Monday, August 31, 2009

Warning Signs

The first day of school this year coincides with my older brother's birthday. This convergence occurred more times than I'm sure he was ever fully comfortable, but it also afforded him a three-day weekend almost as often to savor his day and the coming of the Fall. He shares this trait with his daughter, who has the same birthday as Doctor Martin Luther King, Jr. In my family, birthdays have a tendency to go on for a week or more, when necessary, and a three-day weekend is beneficial in this way.
But not this year. It made me remember when my older brother looked at me with sorrow and explained that First Grade was a lot harder than Kindergarten. He told me about the relative perils of the second and third grades. Later he prepared me for the torment that awaited me in junior high school. He clued me in about which teachers I should look out for in high school, and what I could expect when I finally landed in college.

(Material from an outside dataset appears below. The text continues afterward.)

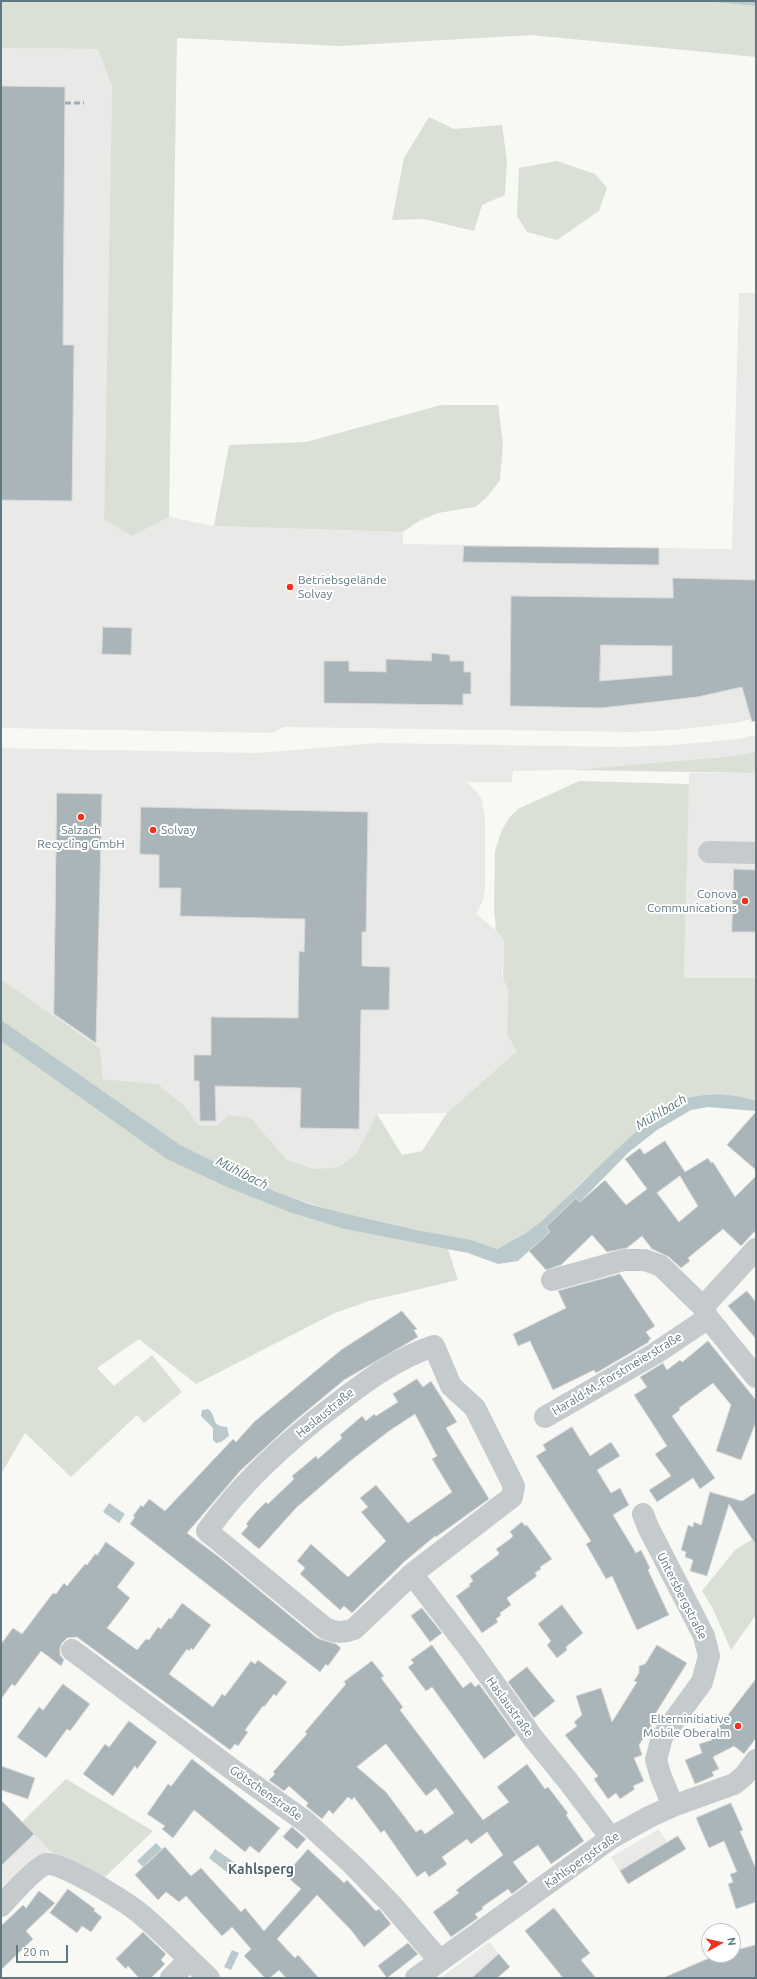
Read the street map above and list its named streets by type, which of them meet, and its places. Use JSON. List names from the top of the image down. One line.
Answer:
{"streets":{"street":["Harald-M.-Forstmeierstraße","Haslaustraße","Untersbergstraße","Götschenstraße","Kahlspergstraße"]},"crossings":[["Haslaustraße","Kahlspergstraße"],["Untersbergstraße","Kahlspergstraße"],["Götschenstraße","Kahlspergstraße"]],"districts":["Kahlsperg"],"water":["Mühlbach"],"places":["Betriebsgelände Solvay","Salzach Recycling GmbH","Solvay","Conova Communications","Elterninitiative Mobile Oberalm"],"scale_bar":"20 m","north":"right"}
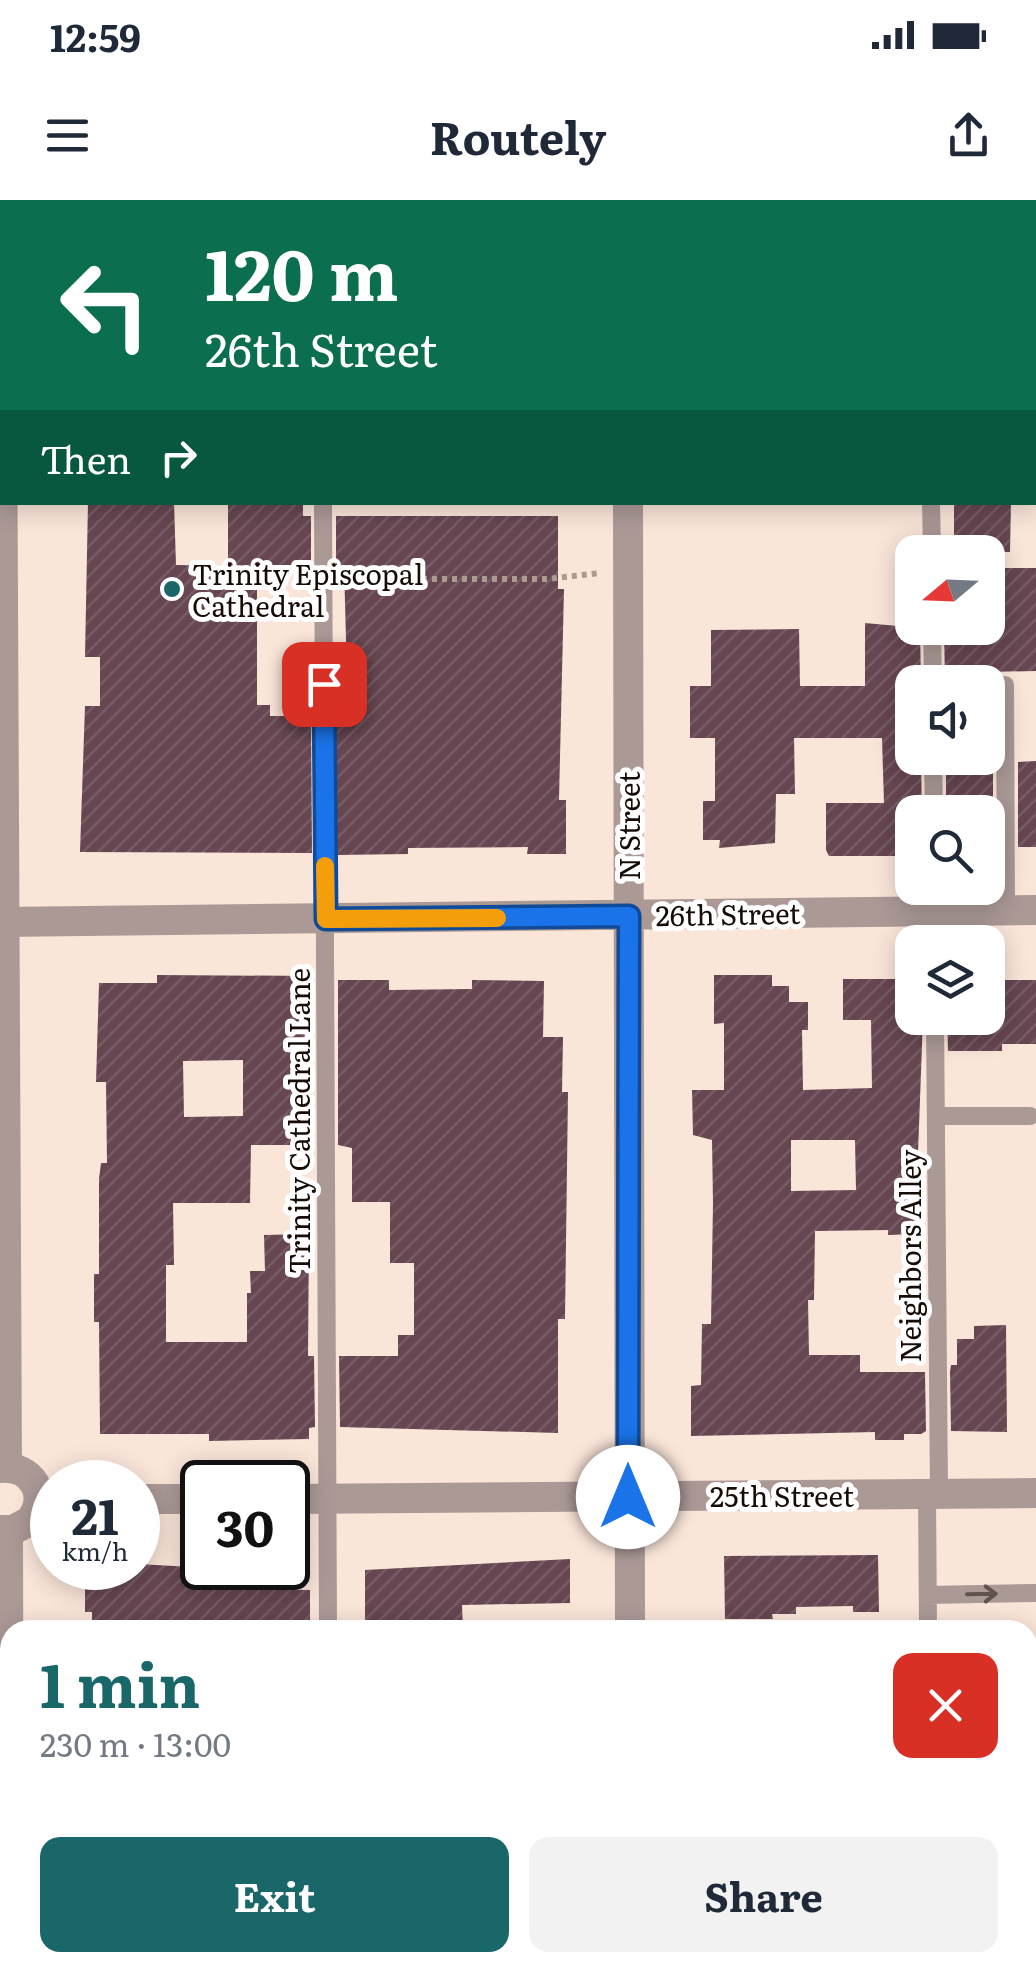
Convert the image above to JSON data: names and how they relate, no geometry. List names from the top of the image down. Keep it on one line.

At the time, I wasn't sure what to make of these lectures. At first, I took them as gospel and used them to fuel my own insecurities. By the time I was twelve, I had a suspicion that maybe he as pulling my leg just a little. When I was a teenager, nobody could tell me anything, so I wasn't going to sit still and listen to my older brother's insights about my education.
Little did I know what a service he was performing. Not so much the lectures, but the experience he had to offer. It wasn't just school. Watching my older brother brave the various challenges the world had to offer, I became more and more convinced that I could rise those same challenges. I had the distinct advantage of watching somebody go first. A lot of my life was made easier by treading on the path that my older brother made before me.
That's why I feel he deserves the extra day, now and then, just to stay fresh. I can use all the help I can get.